**WHAT THE TASK ASKS**
Lines with the word "canvas" in them are the ones to copy from the records.

**EXERCISE INPUT**
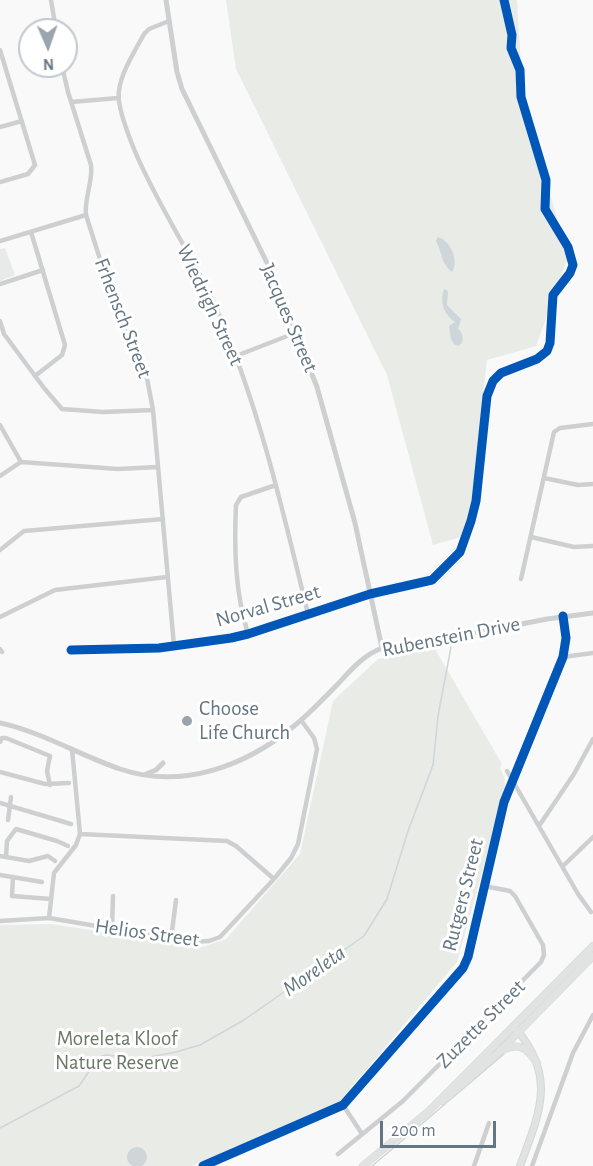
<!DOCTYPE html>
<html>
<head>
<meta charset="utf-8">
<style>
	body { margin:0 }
	#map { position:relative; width:593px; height:1166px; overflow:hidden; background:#f9f9f9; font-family:"Alegreya Sans",sans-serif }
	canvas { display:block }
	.north { position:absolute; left:18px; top:18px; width:60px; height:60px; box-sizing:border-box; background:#fff; border:2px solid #c1c8cd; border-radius:50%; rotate:178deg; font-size:16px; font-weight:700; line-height:24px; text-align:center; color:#657683 }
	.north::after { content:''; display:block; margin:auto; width:21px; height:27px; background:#99a4ac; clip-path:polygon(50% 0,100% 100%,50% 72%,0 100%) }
	.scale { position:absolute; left:380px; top:1121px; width:116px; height:27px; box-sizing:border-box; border:3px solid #657683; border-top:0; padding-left:8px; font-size:18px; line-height:21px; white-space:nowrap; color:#657683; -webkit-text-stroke:4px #fff; paint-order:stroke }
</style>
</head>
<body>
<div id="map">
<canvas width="593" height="1166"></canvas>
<div class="north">N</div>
<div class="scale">200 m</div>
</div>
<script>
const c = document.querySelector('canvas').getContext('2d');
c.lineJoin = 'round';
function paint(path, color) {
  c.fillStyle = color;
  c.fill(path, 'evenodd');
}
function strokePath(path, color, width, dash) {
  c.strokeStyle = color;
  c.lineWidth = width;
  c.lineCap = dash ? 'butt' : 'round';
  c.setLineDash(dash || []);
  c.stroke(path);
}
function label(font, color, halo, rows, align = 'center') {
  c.font = font + ' "Alegreya Sans",sans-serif';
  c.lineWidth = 6;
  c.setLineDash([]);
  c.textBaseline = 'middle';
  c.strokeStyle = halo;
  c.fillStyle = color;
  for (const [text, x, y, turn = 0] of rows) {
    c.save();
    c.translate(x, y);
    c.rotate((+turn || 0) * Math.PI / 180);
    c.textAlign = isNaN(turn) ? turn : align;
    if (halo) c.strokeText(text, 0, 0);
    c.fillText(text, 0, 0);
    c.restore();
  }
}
paint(new Path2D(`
	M5,248L15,275L0,281V249Z`), '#e8e9e9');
paint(new Path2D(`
	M226,0H517L523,100L568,257L536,346L487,360L468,535L433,545L387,375L236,69Z
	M435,649L502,764L500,768L504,777L506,787L457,962L339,1102L192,1166H0V925L51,924L202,947L226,939L300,854L333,701L378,659Z`), '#e8ebe6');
paint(new Path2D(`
	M438,237C451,241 459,261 452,272C440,262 443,254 436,241Z
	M444,289L448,291L447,305L461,319L458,329C463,333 463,337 462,343L458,346L454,344L451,339L449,326L455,322C443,313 440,303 444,289Z
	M127 1157a10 10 0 1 1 20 0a10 10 0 1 1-20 0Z`), '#ced6d9');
strokePath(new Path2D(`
	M0,1128L79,1086L99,1057L106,1055L116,1056L124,1062L176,1052L200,1045L244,1020L364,936L387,899L408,831L433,765L438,716L451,647
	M372,1166L504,1054`), '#ced6d9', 1.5);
const secondary = new Path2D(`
	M517,1030C557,1078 539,1114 520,1166`);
const primary = new Path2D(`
	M503,1050C520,1041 528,1050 537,1063
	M443,1101L499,1052L593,956
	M363,1166L429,1111L593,946`);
strokePath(secondary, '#d5d6d7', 8);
strokePath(primary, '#d5d6d7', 8);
strokePath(new Path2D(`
	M51,0L56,30
	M169,21L149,29L144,34C134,53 116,79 119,101C121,117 128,134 134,149C157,205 192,254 217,310C259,406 283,511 308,614
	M0,50L35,165L28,174L0,182
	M62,66L68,92L91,165C93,182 84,199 86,215L119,319L146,373L153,410L174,646
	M71,102L118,98
	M0,127L22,121
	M31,232L65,345L62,355L35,376
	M0,241L86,215
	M0,284L43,270
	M0,321L4,334L44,388L62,409L103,412L153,410
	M236,356L295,333
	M0,425L21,462L118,469L157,467
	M0,476L21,462
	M544,478L578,485L593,484
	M531,537L574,547L593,546
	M0,550L24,531L163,519
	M521,579L554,432L560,428L593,424
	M0,617L55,590L167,577
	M248,634C235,592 234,549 236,505L241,497L276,485
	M0,649L2,652
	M71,650L159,648L231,638L248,634L370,594L432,580L460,552L471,521L476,501L487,396L493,381L501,373L537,359L547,351L550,343L553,295L570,273L573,265L568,247L545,209L546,180L521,97L520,70L511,48L512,35L504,0
	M563,657L593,653
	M0,742L2,738H6L50,756L47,771L50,785
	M507,771L578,894L591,912
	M0,772L45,784L69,783
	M0,803L71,824
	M8,820L11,797
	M539,826L574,774L593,739
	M80,834L227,841L236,846L274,879
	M0,856L29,861L48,856L55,861
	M6,857L7,841L16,829L57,841L68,846
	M563,866L593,837
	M0,875L42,882
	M13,877L12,896L51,899
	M49,918L54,873L76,845L80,834L72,749
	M0,921L49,918L191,942L209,941L220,937L274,879L291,858L298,844L317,749L314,738L301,720
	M112,929L113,896
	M171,939L176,900
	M343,1105L362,1134
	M338,1154L403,1101L541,962L544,955L543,945L515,896L510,891L484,886
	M203,1166L343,1105L463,968L468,957L504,802L563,657L566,638L563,616
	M474,1166L489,1123
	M532,1166L573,1053L593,1015`), '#cecfd0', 4.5);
strokePath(new Path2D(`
	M166,0L177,72L182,89L270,269L317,387L355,523L382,648
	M0,723C42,732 79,755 120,769C182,790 246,766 294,726C309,714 323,699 337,685C351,670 362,656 382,648L465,635L547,619L593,613
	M146,774L156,770L163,763`), '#cecfd0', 5);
strokePath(secondary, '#e1e2e2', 6);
strokePath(primary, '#e1e2e2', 7);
strokePath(new Path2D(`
	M71,650L159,648L231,638L248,634L370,594L432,580L460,552L471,521L476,501L487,396L493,381L501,373L537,359L547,351L550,343L553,295L570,273L573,265L568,247L545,209L546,180L521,97L520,70L511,48L512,35L504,0
	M203,1166L343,1105L463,968L468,957L504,802L563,657L566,638L563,616`), '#0057b8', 9);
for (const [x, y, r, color] of [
	[187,721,6,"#99a4ac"]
]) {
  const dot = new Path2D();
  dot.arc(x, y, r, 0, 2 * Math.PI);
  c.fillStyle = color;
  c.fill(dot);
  strokePath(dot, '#fff', 2);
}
label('21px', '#657683', '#fff', [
	["Wiedrigh Street",210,305,65],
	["Frhensch Street",123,318,69],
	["Jacques Street",289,318,67],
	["Norval Street",268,606,-16],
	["Rubenstein Drive",451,637,-11],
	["Rutgers Street",463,895,-76],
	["Helios Street",147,933,8],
	["Zuzette Street",481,1024,-45]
]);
label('21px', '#657683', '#fff', [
	["Choose",199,709],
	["Life Church",199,733]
], 'left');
label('21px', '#687a64', '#fff', [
	["Moreleta Kloof",117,1039],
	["Nature Reserve",117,1063]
]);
label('italic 22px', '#60757c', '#fff', [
	["Moreleta",314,971,-35]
]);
</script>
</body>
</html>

**SOLUTION FOR THIS TASK**
	canvas { display:block }
<canvas width="593" height="1166"></canvas>
const c = document.querySelector('canvas').getContext('2d');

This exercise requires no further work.